◆ Exercise instructions ◆
Among the lines of this listing, count those that include "rule" and state the count by itself.
⟨
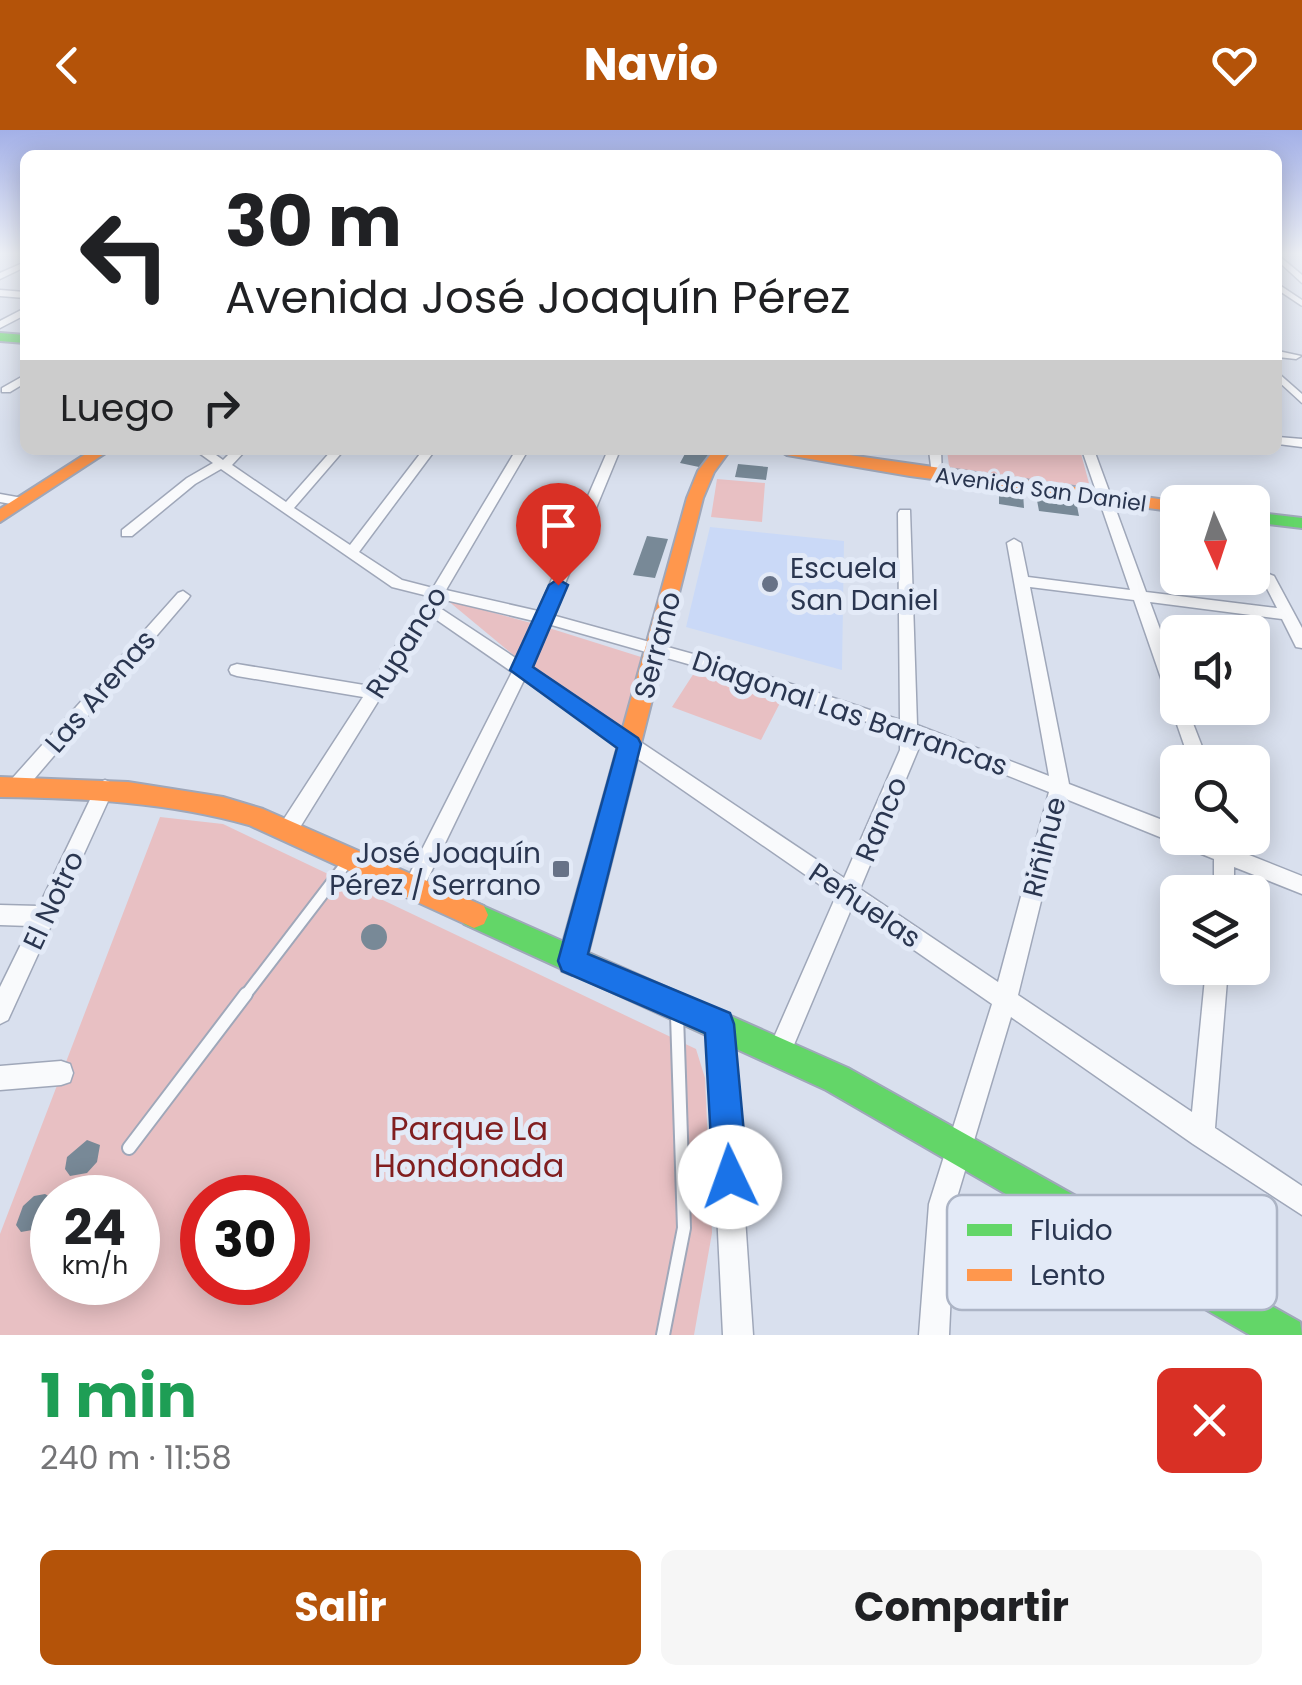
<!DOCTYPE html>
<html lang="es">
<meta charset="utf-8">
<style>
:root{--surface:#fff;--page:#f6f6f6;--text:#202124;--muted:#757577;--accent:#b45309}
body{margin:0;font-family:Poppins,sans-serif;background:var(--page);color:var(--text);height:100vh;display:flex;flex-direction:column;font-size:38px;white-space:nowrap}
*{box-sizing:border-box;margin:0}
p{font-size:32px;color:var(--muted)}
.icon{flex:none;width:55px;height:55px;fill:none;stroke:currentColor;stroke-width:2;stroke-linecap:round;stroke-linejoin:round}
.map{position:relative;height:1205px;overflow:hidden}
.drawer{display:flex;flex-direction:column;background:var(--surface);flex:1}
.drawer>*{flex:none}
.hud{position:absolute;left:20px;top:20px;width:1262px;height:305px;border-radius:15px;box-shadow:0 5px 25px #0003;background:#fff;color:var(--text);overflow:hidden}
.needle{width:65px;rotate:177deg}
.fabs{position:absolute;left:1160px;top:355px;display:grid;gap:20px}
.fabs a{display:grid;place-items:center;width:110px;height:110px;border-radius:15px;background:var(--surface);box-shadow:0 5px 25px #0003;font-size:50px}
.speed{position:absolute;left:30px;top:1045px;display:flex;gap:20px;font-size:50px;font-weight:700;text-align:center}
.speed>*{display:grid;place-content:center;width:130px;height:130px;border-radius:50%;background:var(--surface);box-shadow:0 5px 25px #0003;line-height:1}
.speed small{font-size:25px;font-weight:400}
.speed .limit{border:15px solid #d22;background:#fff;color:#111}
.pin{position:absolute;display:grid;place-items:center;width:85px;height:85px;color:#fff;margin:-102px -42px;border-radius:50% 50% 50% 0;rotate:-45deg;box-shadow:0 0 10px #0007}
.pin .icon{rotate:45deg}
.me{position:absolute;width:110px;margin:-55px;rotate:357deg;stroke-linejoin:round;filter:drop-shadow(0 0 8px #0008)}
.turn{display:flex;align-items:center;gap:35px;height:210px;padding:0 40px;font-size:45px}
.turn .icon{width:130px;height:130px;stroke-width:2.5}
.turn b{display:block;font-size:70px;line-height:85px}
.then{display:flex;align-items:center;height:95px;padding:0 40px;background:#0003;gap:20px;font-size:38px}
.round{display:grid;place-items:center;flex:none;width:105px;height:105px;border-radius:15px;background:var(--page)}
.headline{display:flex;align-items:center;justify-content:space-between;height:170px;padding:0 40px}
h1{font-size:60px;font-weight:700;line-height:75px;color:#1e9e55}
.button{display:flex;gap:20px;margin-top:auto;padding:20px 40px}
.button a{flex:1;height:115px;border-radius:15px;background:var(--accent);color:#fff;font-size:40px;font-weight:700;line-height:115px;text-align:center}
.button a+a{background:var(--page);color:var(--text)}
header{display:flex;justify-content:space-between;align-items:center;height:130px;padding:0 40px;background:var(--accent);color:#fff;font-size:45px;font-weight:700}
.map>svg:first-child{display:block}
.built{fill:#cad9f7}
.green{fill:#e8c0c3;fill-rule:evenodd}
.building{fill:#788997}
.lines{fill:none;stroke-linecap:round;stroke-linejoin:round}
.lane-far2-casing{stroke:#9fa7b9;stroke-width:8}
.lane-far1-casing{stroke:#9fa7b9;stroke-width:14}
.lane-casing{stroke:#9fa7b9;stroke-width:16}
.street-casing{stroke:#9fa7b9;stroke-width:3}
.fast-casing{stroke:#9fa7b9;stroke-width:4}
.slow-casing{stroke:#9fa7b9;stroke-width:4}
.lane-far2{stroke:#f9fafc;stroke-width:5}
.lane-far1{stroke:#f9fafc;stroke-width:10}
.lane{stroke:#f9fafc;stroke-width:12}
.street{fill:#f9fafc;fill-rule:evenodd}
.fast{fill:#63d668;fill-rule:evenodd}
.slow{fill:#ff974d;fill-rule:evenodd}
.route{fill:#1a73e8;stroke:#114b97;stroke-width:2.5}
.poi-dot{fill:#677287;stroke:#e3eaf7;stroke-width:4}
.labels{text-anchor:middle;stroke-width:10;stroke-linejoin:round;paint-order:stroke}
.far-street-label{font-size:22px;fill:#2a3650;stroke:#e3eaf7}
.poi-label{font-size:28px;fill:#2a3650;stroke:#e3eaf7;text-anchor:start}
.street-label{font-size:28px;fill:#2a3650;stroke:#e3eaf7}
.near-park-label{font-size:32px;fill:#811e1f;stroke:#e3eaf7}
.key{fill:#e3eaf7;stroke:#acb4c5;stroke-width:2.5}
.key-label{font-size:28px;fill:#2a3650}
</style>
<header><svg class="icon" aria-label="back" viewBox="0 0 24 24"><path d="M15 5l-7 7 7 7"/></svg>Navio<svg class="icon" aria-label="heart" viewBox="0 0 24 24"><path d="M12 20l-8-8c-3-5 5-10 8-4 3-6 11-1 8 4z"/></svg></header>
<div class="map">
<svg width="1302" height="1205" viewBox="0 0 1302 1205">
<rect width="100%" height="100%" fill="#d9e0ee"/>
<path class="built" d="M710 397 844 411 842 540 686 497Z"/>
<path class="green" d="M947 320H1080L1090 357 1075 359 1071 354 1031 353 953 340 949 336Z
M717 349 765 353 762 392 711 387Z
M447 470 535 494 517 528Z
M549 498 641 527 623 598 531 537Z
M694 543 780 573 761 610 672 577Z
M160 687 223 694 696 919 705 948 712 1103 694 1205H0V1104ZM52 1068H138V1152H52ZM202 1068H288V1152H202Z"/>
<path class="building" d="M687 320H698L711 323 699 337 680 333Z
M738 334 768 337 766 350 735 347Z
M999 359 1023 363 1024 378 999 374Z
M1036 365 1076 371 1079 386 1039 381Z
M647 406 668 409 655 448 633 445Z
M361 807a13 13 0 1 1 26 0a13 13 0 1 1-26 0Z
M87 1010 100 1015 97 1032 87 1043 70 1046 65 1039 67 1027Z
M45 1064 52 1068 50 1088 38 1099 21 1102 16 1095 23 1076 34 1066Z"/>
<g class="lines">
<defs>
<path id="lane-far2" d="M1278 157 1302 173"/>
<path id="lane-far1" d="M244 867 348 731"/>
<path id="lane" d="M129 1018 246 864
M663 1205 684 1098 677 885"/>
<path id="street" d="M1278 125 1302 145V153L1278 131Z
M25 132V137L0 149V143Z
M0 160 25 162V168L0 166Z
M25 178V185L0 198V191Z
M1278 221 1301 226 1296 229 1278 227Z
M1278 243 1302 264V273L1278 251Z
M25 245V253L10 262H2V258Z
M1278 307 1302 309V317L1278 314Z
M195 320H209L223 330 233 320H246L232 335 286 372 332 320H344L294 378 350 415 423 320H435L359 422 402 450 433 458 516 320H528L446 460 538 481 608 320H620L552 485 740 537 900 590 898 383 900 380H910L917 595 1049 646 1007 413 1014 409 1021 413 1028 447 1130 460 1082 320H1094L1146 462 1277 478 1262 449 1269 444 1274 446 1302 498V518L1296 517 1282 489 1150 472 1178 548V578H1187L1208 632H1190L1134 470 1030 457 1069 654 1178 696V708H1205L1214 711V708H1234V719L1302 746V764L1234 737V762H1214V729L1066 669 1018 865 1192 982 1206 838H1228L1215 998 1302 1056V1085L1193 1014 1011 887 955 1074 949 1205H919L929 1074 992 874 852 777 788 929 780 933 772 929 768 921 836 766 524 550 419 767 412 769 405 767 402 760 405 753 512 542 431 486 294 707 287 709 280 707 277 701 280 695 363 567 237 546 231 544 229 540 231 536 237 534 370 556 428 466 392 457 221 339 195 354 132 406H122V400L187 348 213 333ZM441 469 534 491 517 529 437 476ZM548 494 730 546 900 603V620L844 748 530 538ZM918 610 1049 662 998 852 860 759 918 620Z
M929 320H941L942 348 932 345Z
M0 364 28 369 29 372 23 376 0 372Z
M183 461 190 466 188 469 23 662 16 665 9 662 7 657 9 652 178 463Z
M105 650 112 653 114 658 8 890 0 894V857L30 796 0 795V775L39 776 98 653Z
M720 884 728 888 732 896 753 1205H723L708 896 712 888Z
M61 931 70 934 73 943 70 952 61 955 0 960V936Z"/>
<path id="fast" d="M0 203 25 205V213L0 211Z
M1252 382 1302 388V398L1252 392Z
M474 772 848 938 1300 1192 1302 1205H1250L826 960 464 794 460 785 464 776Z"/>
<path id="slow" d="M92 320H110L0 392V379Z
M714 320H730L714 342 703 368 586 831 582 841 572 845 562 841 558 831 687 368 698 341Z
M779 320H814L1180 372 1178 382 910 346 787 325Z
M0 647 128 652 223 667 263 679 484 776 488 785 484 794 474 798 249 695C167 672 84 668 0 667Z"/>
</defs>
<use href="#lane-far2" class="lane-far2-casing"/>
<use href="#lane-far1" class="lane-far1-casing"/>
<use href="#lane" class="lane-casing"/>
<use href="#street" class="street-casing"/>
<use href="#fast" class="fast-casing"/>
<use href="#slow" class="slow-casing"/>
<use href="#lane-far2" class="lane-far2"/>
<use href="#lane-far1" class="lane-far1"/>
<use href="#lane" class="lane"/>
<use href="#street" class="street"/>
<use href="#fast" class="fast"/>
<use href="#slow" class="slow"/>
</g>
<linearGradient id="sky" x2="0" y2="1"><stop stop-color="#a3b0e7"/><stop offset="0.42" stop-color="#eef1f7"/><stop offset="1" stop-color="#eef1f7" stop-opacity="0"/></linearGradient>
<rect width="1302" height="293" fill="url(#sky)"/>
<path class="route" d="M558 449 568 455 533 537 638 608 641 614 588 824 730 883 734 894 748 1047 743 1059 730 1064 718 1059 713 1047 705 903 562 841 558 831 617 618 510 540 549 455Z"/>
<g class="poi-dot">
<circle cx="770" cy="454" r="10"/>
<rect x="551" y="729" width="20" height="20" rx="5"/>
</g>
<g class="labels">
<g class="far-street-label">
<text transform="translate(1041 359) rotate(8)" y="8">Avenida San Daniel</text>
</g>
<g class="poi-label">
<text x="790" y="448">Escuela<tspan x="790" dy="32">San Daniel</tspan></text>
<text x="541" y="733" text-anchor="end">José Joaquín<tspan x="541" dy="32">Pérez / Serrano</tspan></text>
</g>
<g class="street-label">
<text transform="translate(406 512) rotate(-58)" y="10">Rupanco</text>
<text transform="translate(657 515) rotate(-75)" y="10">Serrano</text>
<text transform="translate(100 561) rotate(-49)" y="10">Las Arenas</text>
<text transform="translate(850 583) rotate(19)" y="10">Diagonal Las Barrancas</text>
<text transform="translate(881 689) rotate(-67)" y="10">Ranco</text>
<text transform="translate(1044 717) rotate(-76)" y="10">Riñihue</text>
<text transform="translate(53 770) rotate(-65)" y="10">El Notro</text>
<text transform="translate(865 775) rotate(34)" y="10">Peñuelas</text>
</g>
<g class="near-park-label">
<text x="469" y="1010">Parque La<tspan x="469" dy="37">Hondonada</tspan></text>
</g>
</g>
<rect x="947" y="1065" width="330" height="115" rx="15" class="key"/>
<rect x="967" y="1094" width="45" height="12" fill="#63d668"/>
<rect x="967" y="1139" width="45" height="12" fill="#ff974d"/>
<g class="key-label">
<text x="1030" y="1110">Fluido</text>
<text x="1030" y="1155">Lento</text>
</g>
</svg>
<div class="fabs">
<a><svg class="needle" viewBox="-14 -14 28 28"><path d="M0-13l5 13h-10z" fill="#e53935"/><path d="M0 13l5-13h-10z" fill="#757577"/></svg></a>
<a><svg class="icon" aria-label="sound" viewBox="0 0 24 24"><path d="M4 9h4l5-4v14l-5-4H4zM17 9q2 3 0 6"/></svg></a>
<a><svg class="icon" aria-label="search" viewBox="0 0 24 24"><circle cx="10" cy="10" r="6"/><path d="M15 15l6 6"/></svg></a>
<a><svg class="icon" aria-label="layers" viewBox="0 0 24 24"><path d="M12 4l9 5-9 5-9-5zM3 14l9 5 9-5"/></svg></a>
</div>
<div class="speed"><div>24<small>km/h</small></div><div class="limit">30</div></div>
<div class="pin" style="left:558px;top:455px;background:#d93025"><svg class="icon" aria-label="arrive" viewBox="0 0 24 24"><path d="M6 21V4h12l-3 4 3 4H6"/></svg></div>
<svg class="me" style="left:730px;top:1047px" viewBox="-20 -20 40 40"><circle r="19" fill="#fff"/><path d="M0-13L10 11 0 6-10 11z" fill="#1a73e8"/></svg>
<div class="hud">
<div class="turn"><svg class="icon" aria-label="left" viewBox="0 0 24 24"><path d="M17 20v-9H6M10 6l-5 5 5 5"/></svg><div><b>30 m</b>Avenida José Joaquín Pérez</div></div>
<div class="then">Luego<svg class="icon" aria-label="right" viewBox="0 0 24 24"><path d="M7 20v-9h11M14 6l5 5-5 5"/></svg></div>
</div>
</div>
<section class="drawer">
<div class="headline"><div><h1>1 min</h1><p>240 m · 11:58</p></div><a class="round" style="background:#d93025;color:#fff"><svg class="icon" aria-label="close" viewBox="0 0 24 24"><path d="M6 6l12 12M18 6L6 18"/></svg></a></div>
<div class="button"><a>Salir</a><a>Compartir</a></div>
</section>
⟩
◆ Task result ◆
4